Source data:
********

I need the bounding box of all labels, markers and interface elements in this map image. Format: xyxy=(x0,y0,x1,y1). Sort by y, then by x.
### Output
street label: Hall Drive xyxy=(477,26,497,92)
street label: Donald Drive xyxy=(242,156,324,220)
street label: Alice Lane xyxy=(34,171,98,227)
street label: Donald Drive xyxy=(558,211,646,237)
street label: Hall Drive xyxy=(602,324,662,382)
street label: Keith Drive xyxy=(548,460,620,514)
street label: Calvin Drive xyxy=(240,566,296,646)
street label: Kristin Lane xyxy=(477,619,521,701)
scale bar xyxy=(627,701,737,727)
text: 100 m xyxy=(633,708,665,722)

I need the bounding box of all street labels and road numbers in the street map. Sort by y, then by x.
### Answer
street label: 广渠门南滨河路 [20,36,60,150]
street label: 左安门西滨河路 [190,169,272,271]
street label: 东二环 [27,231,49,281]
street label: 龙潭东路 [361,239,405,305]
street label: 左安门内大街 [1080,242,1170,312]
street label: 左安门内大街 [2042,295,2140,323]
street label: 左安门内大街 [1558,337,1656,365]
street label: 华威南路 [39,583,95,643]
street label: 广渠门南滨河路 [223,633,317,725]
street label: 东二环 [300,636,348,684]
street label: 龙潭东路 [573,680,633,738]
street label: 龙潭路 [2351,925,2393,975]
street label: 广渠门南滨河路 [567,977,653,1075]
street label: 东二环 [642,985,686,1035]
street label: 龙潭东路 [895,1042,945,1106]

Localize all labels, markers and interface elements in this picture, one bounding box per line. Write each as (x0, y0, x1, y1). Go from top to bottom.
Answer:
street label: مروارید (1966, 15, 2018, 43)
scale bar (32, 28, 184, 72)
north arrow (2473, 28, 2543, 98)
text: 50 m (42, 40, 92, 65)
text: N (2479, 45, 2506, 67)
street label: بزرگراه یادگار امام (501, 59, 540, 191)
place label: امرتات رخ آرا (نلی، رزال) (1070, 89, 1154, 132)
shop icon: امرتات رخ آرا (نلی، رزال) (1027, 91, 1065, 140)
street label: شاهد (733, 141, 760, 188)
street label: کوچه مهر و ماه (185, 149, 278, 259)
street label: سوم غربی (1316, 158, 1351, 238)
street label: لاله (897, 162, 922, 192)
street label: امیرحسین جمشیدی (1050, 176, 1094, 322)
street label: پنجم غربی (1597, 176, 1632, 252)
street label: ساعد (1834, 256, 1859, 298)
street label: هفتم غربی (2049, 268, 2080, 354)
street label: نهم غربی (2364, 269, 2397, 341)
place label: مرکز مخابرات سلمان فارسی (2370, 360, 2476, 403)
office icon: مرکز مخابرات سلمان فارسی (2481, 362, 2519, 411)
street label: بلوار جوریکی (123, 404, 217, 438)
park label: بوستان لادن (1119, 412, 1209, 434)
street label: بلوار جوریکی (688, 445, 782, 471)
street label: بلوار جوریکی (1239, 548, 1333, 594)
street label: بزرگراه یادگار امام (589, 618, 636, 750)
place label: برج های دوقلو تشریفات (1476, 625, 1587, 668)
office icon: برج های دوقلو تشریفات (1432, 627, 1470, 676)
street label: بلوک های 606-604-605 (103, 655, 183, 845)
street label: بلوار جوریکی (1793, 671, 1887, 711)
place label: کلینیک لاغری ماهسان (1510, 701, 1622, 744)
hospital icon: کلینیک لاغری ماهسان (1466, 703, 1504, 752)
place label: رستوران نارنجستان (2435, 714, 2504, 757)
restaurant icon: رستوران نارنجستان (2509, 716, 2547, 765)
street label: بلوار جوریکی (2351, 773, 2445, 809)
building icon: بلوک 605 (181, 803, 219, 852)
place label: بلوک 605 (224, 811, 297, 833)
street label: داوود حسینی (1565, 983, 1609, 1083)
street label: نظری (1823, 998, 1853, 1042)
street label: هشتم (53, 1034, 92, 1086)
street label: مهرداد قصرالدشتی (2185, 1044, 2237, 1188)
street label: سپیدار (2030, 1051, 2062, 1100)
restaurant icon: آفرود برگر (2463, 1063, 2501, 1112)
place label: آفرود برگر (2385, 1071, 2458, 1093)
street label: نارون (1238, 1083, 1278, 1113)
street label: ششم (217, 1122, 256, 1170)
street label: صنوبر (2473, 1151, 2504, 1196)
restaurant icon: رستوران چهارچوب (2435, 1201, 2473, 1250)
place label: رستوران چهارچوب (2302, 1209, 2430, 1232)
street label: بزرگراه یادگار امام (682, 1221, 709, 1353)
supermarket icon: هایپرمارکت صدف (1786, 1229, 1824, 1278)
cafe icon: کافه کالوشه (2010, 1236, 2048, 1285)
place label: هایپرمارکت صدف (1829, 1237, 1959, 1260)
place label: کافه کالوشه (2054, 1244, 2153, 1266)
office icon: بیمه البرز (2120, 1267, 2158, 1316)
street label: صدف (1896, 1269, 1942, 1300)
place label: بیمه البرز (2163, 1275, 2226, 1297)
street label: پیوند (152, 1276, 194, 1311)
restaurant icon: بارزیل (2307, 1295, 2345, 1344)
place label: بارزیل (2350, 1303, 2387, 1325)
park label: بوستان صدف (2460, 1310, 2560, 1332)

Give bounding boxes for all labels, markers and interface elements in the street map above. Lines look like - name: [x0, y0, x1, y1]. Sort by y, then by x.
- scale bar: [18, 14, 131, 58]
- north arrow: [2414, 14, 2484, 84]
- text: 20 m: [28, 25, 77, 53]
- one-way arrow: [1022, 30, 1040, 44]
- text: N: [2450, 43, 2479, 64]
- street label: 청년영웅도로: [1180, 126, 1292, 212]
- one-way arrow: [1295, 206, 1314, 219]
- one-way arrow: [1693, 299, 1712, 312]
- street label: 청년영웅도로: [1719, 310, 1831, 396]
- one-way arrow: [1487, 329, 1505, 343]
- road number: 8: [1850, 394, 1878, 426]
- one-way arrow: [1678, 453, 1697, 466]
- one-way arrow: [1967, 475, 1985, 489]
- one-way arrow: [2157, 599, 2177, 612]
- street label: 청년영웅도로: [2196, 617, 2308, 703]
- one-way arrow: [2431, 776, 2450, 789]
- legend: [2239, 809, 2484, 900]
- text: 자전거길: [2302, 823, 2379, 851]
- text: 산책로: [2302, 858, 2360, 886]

********

◆ **WHAT IS BEING ASKED**
Could you reproduce every record exactly as it appears?

◆ **EXPECTED ANSWER**
I need the bounding box of all labels, markers and interface elements in this map image. Format: xyxy=(x0,y0,x1,y1). Sort by y, then by x.
### Output
street label: Hall Drive xyxy=(477,26,497,92)
street label: Donald Drive xyxy=(242,156,324,220)
street label: Alice Lane xyxy=(34,171,98,227)
street label: Donald Drive xyxy=(558,211,646,237)
street label: Hall Drive xyxy=(602,324,662,382)
street label: Keith Drive xyxy=(548,460,620,514)
street label: Calvin Drive xyxy=(240,566,296,646)
street label: Kristin Lane xyxy=(477,619,521,701)
scale bar xyxy=(627,701,737,727)
text: 100 m xyxy=(633,708,665,722)

I need the bounding box of all street labels and road numbers in the street map. Sort by y, then by x.
### Answer
street label: 广渠门南滨河路 [20,36,60,150]
street label: 左安门西滨河路 [190,169,272,271]
street label: 东二环 [27,231,49,281]
street label: 龙潭东路 [361,239,405,305]
street label: 左安门内大街 [1080,242,1170,312]
street label: 左安门内大街 [2042,295,2140,323]
street label: 左安门内大街 [1558,337,1656,365]
street label: 华威南路 [39,583,95,643]
street label: 广渠门南滨河路 [223,633,317,725]
street label: 东二环 [300,636,348,684]
street label: 龙潭东路 [573,680,633,738]
street label: 龙潭路 [2351,925,2393,975]
street label: 广渠门南滨河路 [567,977,653,1075]
street label: 东二环 [642,985,686,1035]
street label: 龙潭东路 [895,1042,945,1106]

Localize all labels, markers and interface elements in this picture, one bounding box per line. Write each as (x0, y0, x1, y1). Go from top to bottom.
Answer:
street label: مروارید (1966, 15, 2018, 43)
scale bar (32, 28, 184, 72)
north arrow (2473, 28, 2543, 98)
text: 50 m (42, 40, 92, 65)
text: N (2479, 45, 2506, 67)
street label: بزرگراه یادگار امام (501, 59, 540, 191)
place label: امرتات رخ آرا (نلی، رزال) (1070, 89, 1154, 132)
shop icon: امرتات رخ آرا (نلی، رزال) (1027, 91, 1065, 140)
street label: شاهد (733, 141, 760, 188)
street label: کوچه مهر و ماه (185, 149, 278, 259)
street label: سوم غربی (1316, 158, 1351, 238)
street label: لاله (897, 162, 922, 192)
street label: امیرحسین جمشیدی (1050, 176, 1094, 322)
street label: پنجم غربی (1597, 176, 1632, 252)
street label: ساعد (1834, 256, 1859, 298)
street label: هفتم غربی (2049, 268, 2080, 354)
street label: نهم غربی (2364, 269, 2397, 341)
place label: مرکز مخابرات سلمان فارسی (2370, 360, 2476, 403)
office icon: مرکز مخابرات سلمان فارسی (2481, 362, 2519, 411)
street label: بلوار جوریکی (123, 404, 217, 438)
park label: بوستان لادن (1119, 412, 1209, 434)
street label: بلوار جوریکی (688, 445, 782, 471)
street label: بلوار جوریکی (1239, 548, 1333, 594)
street label: بزرگراه یادگار امام (589, 618, 636, 750)
place label: برج های دوقلو تشریفات (1476, 625, 1587, 668)
office icon: برج های دوقلو تشریفات (1432, 627, 1470, 676)
street label: بلوک های 606-604-605 (103, 655, 183, 845)
street label: بلوار جوریکی (1793, 671, 1887, 711)
place label: کلینیک لاغری ماهسان (1510, 701, 1622, 744)
hospital icon: کلینیک لاغری ماهسان (1466, 703, 1504, 752)
place label: رستوران نارنجستان (2435, 714, 2504, 757)
restaurant icon: رستوران نارنجستان (2509, 716, 2547, 765)
street label: بلوار جوریکی (2351, 773, 2445, 809)
building icon: بلوک 605 (181, 803, 219, 852)
place label: بلوک 605 (224, 811, 297, 833)
street label: داوود حسینی (1565, 983, 1609, 1083)
street label: نظری (1823, 998, 1853, 1042)
street label: هشتم (53, 1034, 92, 1086)
street label: مهرداد قصرالدشتی (2185, 1044, 2237, 1188)
street label: سپیدار (2030, 1051, 2062, 1100)
restaurant icon: آفرود برگر (2463, 1063, 2501, 1112)
place label: آفرود برگر (2385, 1071, 2458, 1093)
street label: نارون (1238, 1083, 1278, 1113)
street label: ششم (217, 1122, 256, 1170)
street label: صنوبر (2473, 1151, 2504, 1196)
restaurant icon: رستوران چهارچوب (2435, 1201, 2473, 1250)
place label: رستوران چهارچوب (2302, 1209, 2430, 1232)
street label: بزرگراه یادگار امام (682, 1221, 709, 1353)
supermarket icon: هایپرمارکت صدف (1786, 1229, 1824, 1278)
cafe icon: کافه کالوشه (2010, 1236, 2048, 1285)
place label: هایپرمارکت صدف (1829, 1237, 1959, 1260)
place label: کافه کالوشه (2054, 1244, 2153, 1266)
office icon: بیمه البرز (2120, 1267, 2158, 1316)
street label: صدف (1896, 1269, 1942, 1300)
place label: بیمه البرز (2163, 1275, 2226, 1297)
street label: پیوند (152, 1276, 194, 1311)
restaurant icon: بارزیل (2307, 1295, 2345, 1344)
place label: بارزیل (2350, 1303, 2387, 1325)
park label: بوستان صدف (2460, 1310, 2560, 1332)

Give bounding boxes for all labels, markers and interface elements in the street map above. Lines look like - name: [x0, y0, x1, y1]. Sort by y, then by x.
- scale bar: [18, 14, 131, 58]
- north arrow: [2414, 14, 2484, 84]
- text: 20 m: [28, 25, 77, 53]
- one-way arrow: [1022, 30, 1040, 44]
- text: N: [2450, 43, 2479, 64]
- street label: 청년영웅도로: [1180, 126, 1292, 212]
- one-way arrow: [1295, 206, 1314, 219]
- one-way arrow: [1693, 299, 1712, 312]
- street label: 청년영웅도로: [1719, 310, 1831, 396]
- one-way arrow: [1487, 329, 1505, 343]
- road number: 8: [1850, 394, 1878, 426]
- one-way arrow: [1678, 453, 1697, 466]
- one-way arrow: [1967, 475, 1985, 489]
- one-way arrow: [2157, 599, 2177, 612]
- street label: 청년영웅도로: [2196, 617, 2308, 703]
- one-way arrow: [2431, 776, 2450, 789]
- legend: [2239, 809, 2484, 900]
- text: 자전거길: [2302, 823, 2379, 851]
- text: 산책로: [2302, 858, 2360, 886]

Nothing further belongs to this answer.